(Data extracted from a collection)
%%

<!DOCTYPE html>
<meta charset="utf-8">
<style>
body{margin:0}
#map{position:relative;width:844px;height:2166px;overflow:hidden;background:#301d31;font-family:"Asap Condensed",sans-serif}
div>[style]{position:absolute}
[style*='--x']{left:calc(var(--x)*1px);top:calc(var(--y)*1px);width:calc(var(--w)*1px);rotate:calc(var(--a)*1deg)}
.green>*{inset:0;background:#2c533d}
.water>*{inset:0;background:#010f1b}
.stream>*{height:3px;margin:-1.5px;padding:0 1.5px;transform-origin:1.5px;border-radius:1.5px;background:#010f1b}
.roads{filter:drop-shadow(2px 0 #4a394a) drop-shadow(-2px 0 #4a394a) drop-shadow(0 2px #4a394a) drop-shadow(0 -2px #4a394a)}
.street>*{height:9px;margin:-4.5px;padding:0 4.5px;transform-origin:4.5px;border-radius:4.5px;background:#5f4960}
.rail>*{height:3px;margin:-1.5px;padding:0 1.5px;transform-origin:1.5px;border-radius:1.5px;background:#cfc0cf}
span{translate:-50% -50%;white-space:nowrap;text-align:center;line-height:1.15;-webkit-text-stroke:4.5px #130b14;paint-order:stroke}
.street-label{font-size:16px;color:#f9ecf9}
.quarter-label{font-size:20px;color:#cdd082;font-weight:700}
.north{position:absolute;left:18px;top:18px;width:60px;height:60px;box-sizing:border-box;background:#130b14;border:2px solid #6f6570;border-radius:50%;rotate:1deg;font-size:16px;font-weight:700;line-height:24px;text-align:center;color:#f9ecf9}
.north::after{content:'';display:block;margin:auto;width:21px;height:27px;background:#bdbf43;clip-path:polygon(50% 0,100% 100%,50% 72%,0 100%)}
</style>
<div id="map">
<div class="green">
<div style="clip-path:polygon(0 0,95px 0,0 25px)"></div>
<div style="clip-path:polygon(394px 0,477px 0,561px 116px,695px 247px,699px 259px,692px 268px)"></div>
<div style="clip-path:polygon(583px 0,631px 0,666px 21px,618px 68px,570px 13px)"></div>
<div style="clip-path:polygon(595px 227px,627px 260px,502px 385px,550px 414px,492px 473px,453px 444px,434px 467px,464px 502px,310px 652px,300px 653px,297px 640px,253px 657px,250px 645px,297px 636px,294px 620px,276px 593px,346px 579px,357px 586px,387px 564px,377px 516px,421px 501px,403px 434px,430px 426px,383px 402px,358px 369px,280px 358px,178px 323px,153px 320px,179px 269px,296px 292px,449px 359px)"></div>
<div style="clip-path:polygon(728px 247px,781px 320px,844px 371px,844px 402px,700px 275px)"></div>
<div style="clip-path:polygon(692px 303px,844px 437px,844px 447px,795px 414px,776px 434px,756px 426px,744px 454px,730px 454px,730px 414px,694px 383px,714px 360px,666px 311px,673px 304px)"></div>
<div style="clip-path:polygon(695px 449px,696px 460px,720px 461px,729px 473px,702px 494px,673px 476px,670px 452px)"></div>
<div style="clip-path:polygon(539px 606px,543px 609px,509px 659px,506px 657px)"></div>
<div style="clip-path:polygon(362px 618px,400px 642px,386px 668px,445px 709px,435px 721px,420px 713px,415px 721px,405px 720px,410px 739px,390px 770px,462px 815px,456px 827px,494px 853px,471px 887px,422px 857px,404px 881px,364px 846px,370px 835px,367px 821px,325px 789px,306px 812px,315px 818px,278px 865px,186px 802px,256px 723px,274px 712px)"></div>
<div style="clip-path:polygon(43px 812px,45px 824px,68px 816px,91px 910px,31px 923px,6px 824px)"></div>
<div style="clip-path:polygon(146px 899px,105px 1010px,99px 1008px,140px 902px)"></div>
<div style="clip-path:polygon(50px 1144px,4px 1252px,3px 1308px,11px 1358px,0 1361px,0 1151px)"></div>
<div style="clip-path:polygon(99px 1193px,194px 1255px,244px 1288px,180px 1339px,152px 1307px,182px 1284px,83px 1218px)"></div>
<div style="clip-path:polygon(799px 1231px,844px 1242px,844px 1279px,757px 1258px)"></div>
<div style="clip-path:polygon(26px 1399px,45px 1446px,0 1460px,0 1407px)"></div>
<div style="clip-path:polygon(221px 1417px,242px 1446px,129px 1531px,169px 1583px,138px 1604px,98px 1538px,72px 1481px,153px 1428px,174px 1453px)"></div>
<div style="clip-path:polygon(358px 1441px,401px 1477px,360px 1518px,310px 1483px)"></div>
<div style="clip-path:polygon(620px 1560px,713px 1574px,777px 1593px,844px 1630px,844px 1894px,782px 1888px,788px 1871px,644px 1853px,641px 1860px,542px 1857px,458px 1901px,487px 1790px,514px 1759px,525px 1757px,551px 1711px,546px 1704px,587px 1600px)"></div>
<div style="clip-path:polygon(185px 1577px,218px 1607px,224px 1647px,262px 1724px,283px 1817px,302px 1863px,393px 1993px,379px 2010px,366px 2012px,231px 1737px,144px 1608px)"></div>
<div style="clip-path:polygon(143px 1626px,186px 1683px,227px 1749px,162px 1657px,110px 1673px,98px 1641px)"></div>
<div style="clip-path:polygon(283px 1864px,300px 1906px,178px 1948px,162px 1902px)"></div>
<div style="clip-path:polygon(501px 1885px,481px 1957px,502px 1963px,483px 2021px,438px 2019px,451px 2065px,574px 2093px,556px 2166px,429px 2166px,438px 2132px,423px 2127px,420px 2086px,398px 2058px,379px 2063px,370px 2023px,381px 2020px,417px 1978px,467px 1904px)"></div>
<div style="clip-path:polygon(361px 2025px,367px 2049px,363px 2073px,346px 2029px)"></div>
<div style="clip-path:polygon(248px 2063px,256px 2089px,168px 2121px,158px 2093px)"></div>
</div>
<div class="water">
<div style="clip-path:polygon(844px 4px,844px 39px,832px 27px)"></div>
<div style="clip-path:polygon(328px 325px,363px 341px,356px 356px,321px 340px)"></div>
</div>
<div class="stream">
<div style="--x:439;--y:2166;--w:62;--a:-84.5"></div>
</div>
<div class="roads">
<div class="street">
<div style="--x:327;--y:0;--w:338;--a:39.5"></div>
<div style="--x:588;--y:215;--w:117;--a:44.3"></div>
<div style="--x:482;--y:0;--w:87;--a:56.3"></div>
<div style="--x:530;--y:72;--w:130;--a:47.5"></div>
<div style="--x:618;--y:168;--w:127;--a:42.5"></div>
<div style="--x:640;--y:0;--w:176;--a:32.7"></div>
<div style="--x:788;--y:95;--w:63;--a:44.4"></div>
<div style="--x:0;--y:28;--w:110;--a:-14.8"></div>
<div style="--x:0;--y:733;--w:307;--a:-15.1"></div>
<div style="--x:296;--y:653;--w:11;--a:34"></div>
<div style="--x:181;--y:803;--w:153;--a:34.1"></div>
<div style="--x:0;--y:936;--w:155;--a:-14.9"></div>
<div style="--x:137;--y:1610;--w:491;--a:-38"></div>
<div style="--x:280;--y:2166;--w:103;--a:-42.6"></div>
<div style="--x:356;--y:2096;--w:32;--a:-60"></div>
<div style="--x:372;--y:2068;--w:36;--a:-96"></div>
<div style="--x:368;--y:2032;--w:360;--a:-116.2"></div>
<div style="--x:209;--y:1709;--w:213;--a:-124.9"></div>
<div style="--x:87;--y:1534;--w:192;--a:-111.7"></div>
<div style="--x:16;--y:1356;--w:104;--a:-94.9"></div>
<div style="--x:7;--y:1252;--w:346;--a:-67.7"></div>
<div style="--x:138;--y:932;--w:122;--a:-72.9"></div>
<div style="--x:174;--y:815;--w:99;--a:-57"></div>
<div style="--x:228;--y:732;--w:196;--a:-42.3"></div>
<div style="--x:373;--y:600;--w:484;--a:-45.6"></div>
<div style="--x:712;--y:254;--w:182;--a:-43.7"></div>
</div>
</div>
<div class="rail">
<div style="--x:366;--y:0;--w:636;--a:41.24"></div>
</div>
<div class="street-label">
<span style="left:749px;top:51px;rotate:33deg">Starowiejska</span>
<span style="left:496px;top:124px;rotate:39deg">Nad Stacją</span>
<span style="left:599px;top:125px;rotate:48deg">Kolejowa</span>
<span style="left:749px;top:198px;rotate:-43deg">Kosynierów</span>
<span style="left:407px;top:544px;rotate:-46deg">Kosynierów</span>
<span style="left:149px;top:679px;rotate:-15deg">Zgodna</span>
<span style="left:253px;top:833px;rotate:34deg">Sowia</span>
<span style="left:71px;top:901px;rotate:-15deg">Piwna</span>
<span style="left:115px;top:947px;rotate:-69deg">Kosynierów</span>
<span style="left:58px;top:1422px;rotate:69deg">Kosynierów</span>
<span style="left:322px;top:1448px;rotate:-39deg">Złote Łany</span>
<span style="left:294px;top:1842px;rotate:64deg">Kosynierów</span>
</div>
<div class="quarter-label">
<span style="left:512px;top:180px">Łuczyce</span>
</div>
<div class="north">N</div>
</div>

%%

Problem to solve
What is the number of lines in the entries above that include the word "inset"? Answer with that number alone.

Written response
2